The ER protein Bap31 lacks homology with Bcl-2/Bax–family proteins and contains no recognizable BH3 dimerization domain, but it binds Bcl-2 and Bcl-xL and regulates apoptosis. BAR also binds Bcl-2 and Bcl-xL, and the responsible domain is required for BAR-mediated suppression of cell death (32). Interestingly, BAR is capable of suppressing Bax-induced death of yeast, implying caspase-independent functions for this protein, given that yeast lack bona fide caspases. This suggests that, mechanistically, BAR may share something in common with Bcl-2 and BI-1, which also suppress Bax-induced killing of yeast.
Other apoptosis regulators. Given that mitochondria release apoptogenic proteins into the cytosol, the ER might use similar mechanisms for linking ER stress to cell death. In insect cells, at least one example has been uncovered of a protein, called Jafrac2, that is normally sequestered in the ER but is released into the cytosol during apoptosis induced by certain stimuli (65).
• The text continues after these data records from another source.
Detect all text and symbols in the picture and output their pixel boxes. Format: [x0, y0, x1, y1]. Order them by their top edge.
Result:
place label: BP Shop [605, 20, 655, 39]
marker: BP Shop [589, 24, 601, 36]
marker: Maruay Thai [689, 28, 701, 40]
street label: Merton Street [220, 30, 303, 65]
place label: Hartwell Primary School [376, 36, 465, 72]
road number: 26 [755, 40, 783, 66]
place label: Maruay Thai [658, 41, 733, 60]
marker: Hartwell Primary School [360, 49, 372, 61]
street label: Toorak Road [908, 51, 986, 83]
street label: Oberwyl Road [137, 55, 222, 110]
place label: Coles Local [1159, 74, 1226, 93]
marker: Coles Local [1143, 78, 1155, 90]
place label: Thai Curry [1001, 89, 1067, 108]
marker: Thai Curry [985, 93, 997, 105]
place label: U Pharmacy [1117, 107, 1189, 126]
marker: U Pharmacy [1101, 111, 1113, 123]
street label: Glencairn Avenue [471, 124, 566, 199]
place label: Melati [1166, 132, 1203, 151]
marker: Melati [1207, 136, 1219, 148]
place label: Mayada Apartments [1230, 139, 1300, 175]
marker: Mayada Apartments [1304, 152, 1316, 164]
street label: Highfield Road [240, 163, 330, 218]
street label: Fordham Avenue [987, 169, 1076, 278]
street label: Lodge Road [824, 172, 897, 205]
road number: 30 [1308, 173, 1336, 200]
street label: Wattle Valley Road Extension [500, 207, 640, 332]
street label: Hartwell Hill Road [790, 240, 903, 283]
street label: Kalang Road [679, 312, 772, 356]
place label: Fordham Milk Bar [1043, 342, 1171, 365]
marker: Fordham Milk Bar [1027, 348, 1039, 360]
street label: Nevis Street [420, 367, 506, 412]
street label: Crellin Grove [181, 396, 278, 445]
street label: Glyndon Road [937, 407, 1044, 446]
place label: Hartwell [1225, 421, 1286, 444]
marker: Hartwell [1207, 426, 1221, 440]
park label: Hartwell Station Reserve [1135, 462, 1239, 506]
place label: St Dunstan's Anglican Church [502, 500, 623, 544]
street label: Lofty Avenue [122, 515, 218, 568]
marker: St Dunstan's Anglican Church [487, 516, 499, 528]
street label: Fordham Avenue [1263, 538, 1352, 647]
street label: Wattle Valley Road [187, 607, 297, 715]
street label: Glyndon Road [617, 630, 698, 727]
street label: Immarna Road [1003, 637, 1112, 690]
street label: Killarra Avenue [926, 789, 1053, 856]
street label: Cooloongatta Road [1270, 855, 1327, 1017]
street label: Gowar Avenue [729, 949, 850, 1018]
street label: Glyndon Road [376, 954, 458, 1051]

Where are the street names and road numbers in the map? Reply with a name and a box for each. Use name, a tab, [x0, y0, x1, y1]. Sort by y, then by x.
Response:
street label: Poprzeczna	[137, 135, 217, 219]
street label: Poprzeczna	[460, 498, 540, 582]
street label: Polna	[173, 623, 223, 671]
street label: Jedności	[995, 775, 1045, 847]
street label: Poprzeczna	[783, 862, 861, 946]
Like most proteins imported into the ER, the N-terminal leader peptide of Jafrac2 is removed by proteolysis. This proteolytic processing exposes an IAP-binding motif in Jafrac2, poising it to attack antiapoptotic IAP-family proteins upon accessing the cytosol, thereby freeing caspases. It remains to be determined whether examples of apoptogenic protein release from the ER of mammalian cells will be discovered.